Dr. Wiltrout will receive the award April 29 at the FLC national meeting in Albuquerque, NM.

Learn about NCI's Cancer Biobank at caHUB Public Information Meetings

caHUB public meetings logo

In response to the lack of standardized, high-quality biospecimens for cancer research, NCI plans to develop a national cancer human biobank (caHUB). The aim of caHUB is to modernize the field of biobanking and contribute to medical advances by making high-quality human specimens and data available, as well as analysis, scientific tools, and services to the cancer research and product development communities.

NCI invites you to attend one of two public meetings to learn more about the caHUB planning process and mission, and review the implementation, structure, timeline, and funding process. Meeting dates and locations are:

February 19 from 8:30 a.m.–12:00 noon, ET
Natcher Auditorium, NIH main campus

March 1 from 8:30 a.m.–12:00 noon, PT
University of California, Los Angeles campus

To learn more, register, and view the videocast, please visit the caHUB meeting Web site.

NCI Symposium Will Look at Translational Genomics

Center of Excellence in Integrative Cancer Biology and Genomics logo

On March 4–5, the NCI Center of Excellence in Integrative Cancer Biology and Genomics will host a symposium titled, “Translational Genomics: Looking Back and Moving Forward.” Participants will gather in Natcher Auditorium on the NIH main campus to discuss ways to advance and implement novel technologies, develop clinical and bioinformatic infrastructures, and discuss how best to translate these technologies into clinical practice to improve the health of patients with cancer. Topics will include:

  • Critical assessment of translational genomics
  • Implementation of novel technologies
  • Infrastructure development

Abstracts are due by February 12. The event is free, but seating is limited so register online early. For additional information, contact Julia Lam.

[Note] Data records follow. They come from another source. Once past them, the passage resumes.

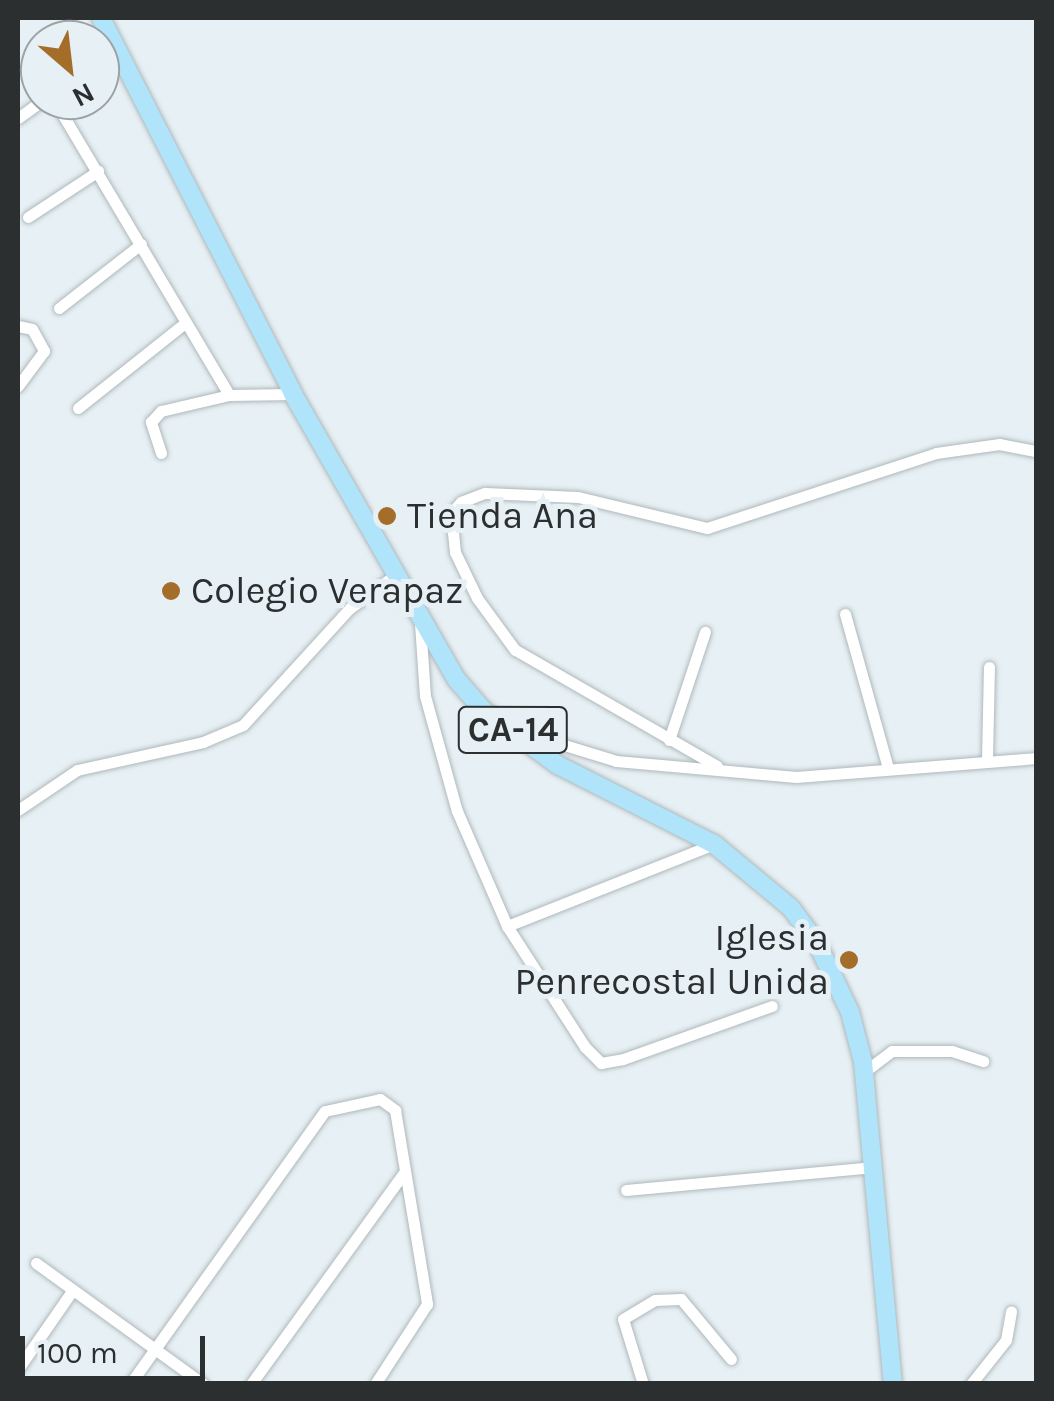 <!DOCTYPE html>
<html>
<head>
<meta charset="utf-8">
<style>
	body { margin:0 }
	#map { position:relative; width:1054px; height:1401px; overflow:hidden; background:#e7f0f4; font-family:Karla,sans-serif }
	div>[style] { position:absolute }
	.roads { filter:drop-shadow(0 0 2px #afb8bb) drop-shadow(0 0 2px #afb8bb) }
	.minor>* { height:11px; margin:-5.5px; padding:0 5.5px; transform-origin:5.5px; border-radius:5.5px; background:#fff }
	.trunk>* { height:18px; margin:-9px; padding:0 9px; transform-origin:9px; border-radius:9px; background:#b0e4fa }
	.dots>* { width:28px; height:28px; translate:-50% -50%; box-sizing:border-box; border:5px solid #e7f0f4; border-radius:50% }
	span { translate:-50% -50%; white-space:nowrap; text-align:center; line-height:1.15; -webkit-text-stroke:10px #e7f0f4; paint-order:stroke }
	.shield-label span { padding:2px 8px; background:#e7f0f4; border:2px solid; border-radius:8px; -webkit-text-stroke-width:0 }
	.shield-label { font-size:35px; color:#2b2f30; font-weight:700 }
	.poi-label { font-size:38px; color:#2b2f30 }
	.left { translate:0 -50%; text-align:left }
	.right { translate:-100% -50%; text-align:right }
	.frame { position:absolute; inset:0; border:20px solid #2b2f30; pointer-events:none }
	.north { position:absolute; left:20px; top:20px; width:100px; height:100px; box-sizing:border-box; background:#e7f0f4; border:2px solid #9ca3a6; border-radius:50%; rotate:152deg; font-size:28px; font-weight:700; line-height:40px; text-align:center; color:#2b2f30 }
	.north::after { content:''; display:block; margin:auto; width:35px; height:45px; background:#a46d29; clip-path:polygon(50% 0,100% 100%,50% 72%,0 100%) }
	.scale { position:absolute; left:20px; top:1336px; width:185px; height:45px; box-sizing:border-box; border:5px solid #2b2f30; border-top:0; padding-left:12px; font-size:30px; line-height:35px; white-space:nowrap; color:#2b2f30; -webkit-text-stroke:8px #e7f0f4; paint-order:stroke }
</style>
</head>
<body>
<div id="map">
	<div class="roads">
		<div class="minor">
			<i style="left:32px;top:56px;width:19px;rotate:65deg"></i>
			<i style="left:54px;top:100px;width:343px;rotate:59.3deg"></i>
			<i style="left:18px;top:118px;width:31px;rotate:-36deg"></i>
			<i style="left:28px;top:217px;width:84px;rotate:-33.3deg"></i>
			<i style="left:59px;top:308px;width:104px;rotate:-38deg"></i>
			<i style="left:18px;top:326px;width:14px;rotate:12deg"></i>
			<i style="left:32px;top:329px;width:25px;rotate:61deg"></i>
			<i style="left:44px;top:351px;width:44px;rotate:126.6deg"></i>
			<i style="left:78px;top:408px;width:137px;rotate:-38.5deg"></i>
			<i style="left:161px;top:453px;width:33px;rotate:-108deg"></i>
			<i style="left:151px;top:422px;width:15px;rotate:-48deg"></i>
			<i style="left:161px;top:411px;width:70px;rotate:-13.2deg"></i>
			<i style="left:229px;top:395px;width:64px;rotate:-0.9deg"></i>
			<i style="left:845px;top:614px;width:160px;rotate:74.4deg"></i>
			<i style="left:420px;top:623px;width:73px;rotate:86.1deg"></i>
			<i style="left:425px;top:696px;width:119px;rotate:74.5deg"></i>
			<i style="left:457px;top:811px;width:125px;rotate:66.5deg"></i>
			<i style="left:507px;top:926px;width:144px;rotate:57.2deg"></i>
			<i style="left:585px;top:1047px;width:23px;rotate:45deg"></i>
			<i style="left:601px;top:1063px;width:22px;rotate:-10deg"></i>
			<i style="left:623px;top:1059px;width:158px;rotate:-19.6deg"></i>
			<i style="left:522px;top:732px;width:98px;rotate:17.1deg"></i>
			<i style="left:616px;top:761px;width:181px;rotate:5.1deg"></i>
			<i style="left:796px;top:777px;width:241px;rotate:-4.5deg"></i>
			<i style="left:669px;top:740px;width:114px;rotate:-71.6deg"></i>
			<i style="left:987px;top:760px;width:93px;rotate:-88.8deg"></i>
			<i style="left:717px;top:766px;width:233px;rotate:-150.1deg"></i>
			<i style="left:515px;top:650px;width:64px;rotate:-126.2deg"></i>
			<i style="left:477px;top:598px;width:51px;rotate:-115.6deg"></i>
			<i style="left:455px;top:552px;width:39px;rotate:-96deg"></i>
			<i style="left:451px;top:513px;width:15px;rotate:-48deg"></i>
			<i style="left:461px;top:502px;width:26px;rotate:-21deg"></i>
			<i style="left:485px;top:493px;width:93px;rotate:2.5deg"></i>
			<i style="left:578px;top:497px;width:133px;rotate:13.5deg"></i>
			<i style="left:707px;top:528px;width:241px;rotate:-18.1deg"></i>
			<i style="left:936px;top:453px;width:64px;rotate:-8.1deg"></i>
			<i style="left:999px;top:444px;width:38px;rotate:11deg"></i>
			<i style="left:18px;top:810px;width:71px;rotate:-34.1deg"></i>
			<i style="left:77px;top:770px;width:129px;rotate:-12.5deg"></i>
			<i style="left:203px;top:742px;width:43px;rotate:-23deg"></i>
			<i style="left:243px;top:725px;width:159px;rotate:-47.6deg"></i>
			<i style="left:350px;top:608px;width:54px;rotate:-36deg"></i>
			<i style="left:507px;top:926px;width:223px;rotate:-21.6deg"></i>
			<i style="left:864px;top:1072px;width:35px;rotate:-37deg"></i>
			<i style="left:892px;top:1051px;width:60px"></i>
			<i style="left:952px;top:1051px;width:33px;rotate:18deg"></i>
			<i style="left:626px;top:1190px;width:249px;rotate:-5.3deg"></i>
			<i style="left:36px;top:1263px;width:206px;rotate:35.9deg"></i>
			<i style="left:18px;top:1369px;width:95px;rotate:-55.3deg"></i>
			<i style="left:130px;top:1384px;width:335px;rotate:-54.5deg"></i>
			<i style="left:325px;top:1111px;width:56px;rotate:-12.3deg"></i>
			<i style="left:380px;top:1099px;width:19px;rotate:36deg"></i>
			<i style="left:395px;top:1110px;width:197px;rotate:80.6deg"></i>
			<i style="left:427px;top:1304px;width:95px;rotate:123deg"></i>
			<i style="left:251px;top:1384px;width:261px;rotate:-54.1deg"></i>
			<i style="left:643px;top:1384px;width:68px;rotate:-107.1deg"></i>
			<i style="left:623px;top:1319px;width:37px;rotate:-31deg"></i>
			<i style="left:655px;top:1300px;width:26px;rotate:-2deg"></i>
			<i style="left:681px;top:1299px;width:78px;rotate:50.2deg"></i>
			<i style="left:971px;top:1384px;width:56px;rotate:-51.5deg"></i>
			<i style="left:1006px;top:1340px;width:29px;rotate:-80deg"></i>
		</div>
		<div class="trunk">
			<i style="left:101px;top:18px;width:422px;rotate:62.9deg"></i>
			<i style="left:293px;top:394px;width:330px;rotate:60.2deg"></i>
			<i style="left:457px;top:680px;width:40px;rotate:49deg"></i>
			<i style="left:483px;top:710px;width:93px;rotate:36.3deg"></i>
			<i style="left:558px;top:765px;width:175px;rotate:26.9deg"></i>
			<i style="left:714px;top:844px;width:100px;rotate:39.7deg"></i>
			<i style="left:791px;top:908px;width:44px;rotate:53.4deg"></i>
			<i style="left:817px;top:943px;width:76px;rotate:64.4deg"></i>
			<i style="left:850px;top:1012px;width:52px;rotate:75.4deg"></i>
			<i style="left:863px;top:1062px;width:323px;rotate:84.7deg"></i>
		</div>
	</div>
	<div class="dots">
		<i style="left:387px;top:516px;background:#a46d29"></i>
		<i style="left:171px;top:591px;background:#a46d29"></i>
		<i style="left:849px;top:960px;background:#a46d29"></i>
	</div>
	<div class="shield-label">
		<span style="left:513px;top:730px">CA-14</span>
	</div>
	<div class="poi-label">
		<span class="left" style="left:407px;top:516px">Tienda Ana</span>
		<span class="left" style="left:191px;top:591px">Colegio Verapaz</span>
		<span class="right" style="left:829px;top:960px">Iglesia<br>Penrecostal Unida</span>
	</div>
	<div class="frame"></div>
	<div class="north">N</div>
	<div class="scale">100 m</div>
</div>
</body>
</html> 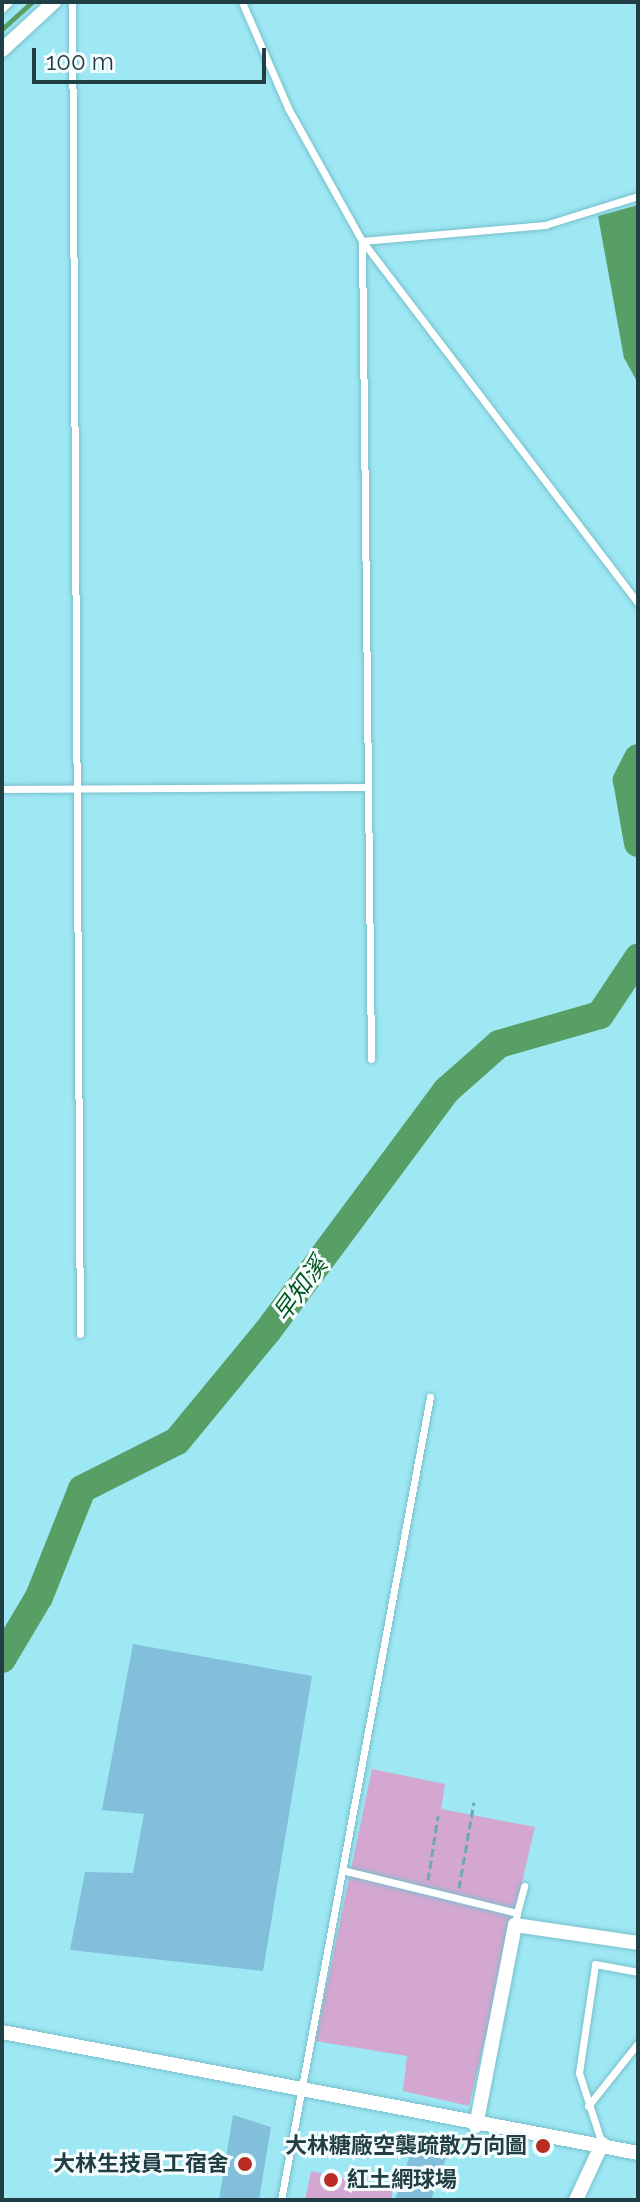 <!DOCTYPE html>
<meta charset="utf-8">
<style>
body{margin:0}
#map{position:relative;width:640px;height:2202px;overflow:hidden;background:#9ee8f4;font-family:Raleway,"Noto Sans TC",sans-serif}
div>[style]{position:absolute}
.green>*{inset:0;background:#d3a7d0}
.water>*{inset:0;background:#589f65}
.stream>*{height:5px;margin:-2.5px;padding:0 2.5px;transform-origin:2.5px;border-radius:2.5px;background:#589f65}
.river>*{height:28px;margin:-14px;padding:0 14px;transform-origin:14px;border-radius:14px;background:#589f65}
.building>*{inset:0;background:#82bfdb}
.path>*{height:3px;margin-top:-1.5px;transform-origin:0;background:repeating-linear-gradient(90deg,#6ea8b1 0 8px,transparent 0 12px)}
.roads{filter:drop-shadow(0 0 2px #77bfcb) drop-shadow(0 0 2px #77bfcb)}
.lane>*{height:7px;margin:-3.5px;padding:0 3.5px;transform-origin:3.5px;border-radius:3.5px;background:#fff}
.street>*{height:14px;margin:-7px;padding:0 7px;transform-origin:7px;border-radius:7px;background:#fff}
.dots>*{width:22px;height:22px;translate:-50% -50%;box-sizing:border-box;border:4px solid #f5fcfd;border-radius:50%}
span{translate:-50% -50%;white-space:nowrap;text-align:center;line-height:1.15;-webkit-text-stroke:6px #f5fcfd;paint-order:stroke}
.poi-label{font-size:22px;color:#203e43;font-weight:700}
.right{translate:-100% -50%;text-align:right}
.left{translate:0 -50%;text-align:left}
.water-label{font-size:24px;color:#00561f;font-style:italic}
.frame{position:absolute;inset:0;border:4px solid #203e43;pointer-events:none}
.scale{position:absolute;left:32px;top:48px;width:234px;height:36px;box-sizing:border-box;border:4px solid #203e43;border-top:0;padding-left:10px;font-size:24px;line-height:28px;white-space:nowrap;color:#203e43;-webkit-text-stroke:6px #f5fcfd;paint-order:stroke}
</style>
<div id="map">
<div class="green">
<div style="clip-path:polygon(372px 1769px,445px 1784px,441px 1809px,535px 1827px,469px 2106px,403px 2091px,407px 2056px,315px 2041px)"></div>
<div style="clip-path:polygon(311px 2171px,393px 2189px,391px 2200px,305px 2200px)"></div>
</div>
<div class="water">
<div style="clip-path:polygon(638px 205px,638px 383px,624px 358px,598px 216px)"></div>
</div>
<div class="stream">
<div style="left:2px;top:29px;width:40px;rotate:-42deg"></div>
</div>
<div class="river">
<div style="left:638px;top:758px;width:25px;rotate:117deg"></div>
<div style="left:627px;top:780px;width:64px;rotate:80.1deg"></div>
<div style="left:2px;top:1659px;width:72px;rotate:-59.2deg"></div>
<div style="left:39px;top:1597px;width:116px;rotate:-68.3deg"></div>
<div style="left:82px;top:1489px;width:106px;rotate:-26.8deg"></div>
<div style="left:177px;top:1441px;width:141px;rotate:-50.5deg"></div>
<div style="left:267px;top:1332px;width:302px;rotate:-53.4deg"></div>
<div style="left:447px;top:1090px;width:69px;rotate:-41.5deg"></div>
<div style="left:499px;top:1044px;width:105px;rotate:-16deg"></div>
<div style="left:600px;top:1015px;width:69px;rotate:-56.3deg"></div>
</div>
<div class="building">
<div style="clip-path:polygon(133px 1644px,312px 1676px,263px 1971px,70px 1950px,85px 1872px,133px 1873px,144px 1814px,102px 1810px)"></div>
<div style="clip-path:polygon(233px 2115px,271px 2127px,259px 2200px,219px 2200px)"></div>
<div style="clip-path:polygon(414px 2143px,447px 2156px,431px 2200px,395px 2200px)"></div>
</div>
<div class="path">
<div style="left:428px;top:1880px;width:65px;rotate:-81.1deg"></div>
<div style="left:459px;top:1888px;width:87px;rotate:-80.1deg"></div>
</div>
<div class="roads">
<div class="lane">
<div style="left:72px;top:2px;width:1332px;rotate:89.66deg"></div>
<div style="left:242px;top:2px;width:116px;rotate:66.5deg"></div>
<div style="left:288px;top:108px;width:152px;rotate:60.9deg"></div>
<div style="left:362px;top:241px;width:818px;rotate:89.37deg"></div>
<div style="left:2px;top:9px;width:10px;rotate:-45deg"></div>
<div style="left:362px;top:241px;width:184px;rotate:-5deg"></div>
<div style="left:545px;top:225px;width:97px;rotate:-17.3deg"></div>
<div style="left:363px;top:242px;width:454px;rotate:52.7deg"></div>
<div style="left:2px;top:789px;width:362px;rotate:-0.3deg"></div>
<div style="left:342px;top:1870px;width:180px;rotate:13.8deg"></div>
<div style="left:517px;top:1913px;width:12px;rotate:99deg"></div>
<div style="left:517px;top:1913px;width:28px;rotate:-75deg"></div>
<div style="left:588px;top:2106px;width:80px;rotate:-51.6deg"></div>
<div style="left:602px;top:2144px;width:75px;rotate:-107.9deg"></div>
<div style="left:579px;top:2073px;width:110px;rotate:-81.6deg"></div>
<div style="left:595px;top:1964px;width:44px;rotate:10.5deg"></div>
<div style="left:281px;top:2200px;width:817px;rotate:-79.49deg"></div>
</div>
<div class="street">
<div style="left:2px;top:50px;width:71px;rotate:-42.7deg"></div>
<div style="left:2px;top:2032px;width:647px;rotate:10.77deg"></div>
<div style="left:476px;top:2126px;width:205px;rotate:-79deg"></div>
<div style="left:515px;top:1925px;width:124px;rotate:8.3deg"></div>
<div style="left:576px;top:2200px;width:62px;rotate:-65.1deg"></div>
</div>
</div>
<div class="dots">
<div style="left:543px;top:2146px;background:#ba2b23"></div>
<div style="left:245px;top:2164px;background:#ba2b23"></div>
<div style="left:331px;top:2180px;background:#ba2b23"></div>
</div>
<div class="poi-label">
<span class="right" style="left:527px;top:2146px">大林糖廠空襲疏散方向圖</span>
<span class="right" style="left:229px;top:2164px">大林生技員工宿舍</span>
<span class="left" style="left:347px;top:2180px">紅土網球場</span>
</div>
<div class="water-label">
<span style="left:300px;top:1289px;rotate:-54deg">早知溪</span>
</div>
<div class="frame"></div>
<div class="scale">100 m</div>
</div>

World Cancer Day Observed on February 4

To recognize World Cancer Day on February 4, the International Union Against Cancer (UICC) launched “Cancer can be prevented too,” a global campaign to raise public awareness of cancer and how a number of simple steps can significantly reduce the risk of developing cancer:

  • Stop tobacco use and avoid exposure to second-hand smoke
  • Limit alcohol consumption
  • Avoid excessive sun exposure
  • Maintain a healthy weight through eating healthily and exercising regularly
  • Protect against cancer-causing infections

The 2010 campaign report highlights cancers that can be caused by infectious agents (viruses, bacteria, and other pathogens) and the means for intervention and prevention. This report is available electronically and in print, in English, French, and Spanish.

Celebrated each year, World Cancer Day is led by UICC and its member organizations, including NCI, with the support of the World Health Organization and key partners.

Learn about NCI’s global cancer research efforts on the Office of International Affairs Web site.

NCI and AACC Partner to Bridge the Gap between Lab and Clinic

NCI, through its Clinical Proteomic Technologies for Cancer (CPTC) initiative, has entered into a memorandum of understanding with the American Association for Clinical Chemistry (AACC) to promote and educate the clinical chemistry community in the area of proteomic standards and technology advances.

This partnership with AACC—an organization that represents professionals engaged in all aspects of clinical chemistry, from performing laboratory tests and analyses to developing new tests and laboratory devices—will provide an effective means for CPTC to educate clinical audiences on the need for and use of standards in multiplex-based proteomic technologies.

NCI established CPTC to address bias and variability in protein-based measurements (analytical, regulatory, and data release policies). This is being achieved through the development of new protein biomarker workflows that are reproducible, quantitative, and reliable. Through education and standardization of laboratory technologies, this partnership has the potential to reduce the amount of time and expenses needed to translate protein biomarker discoveries into clinical use.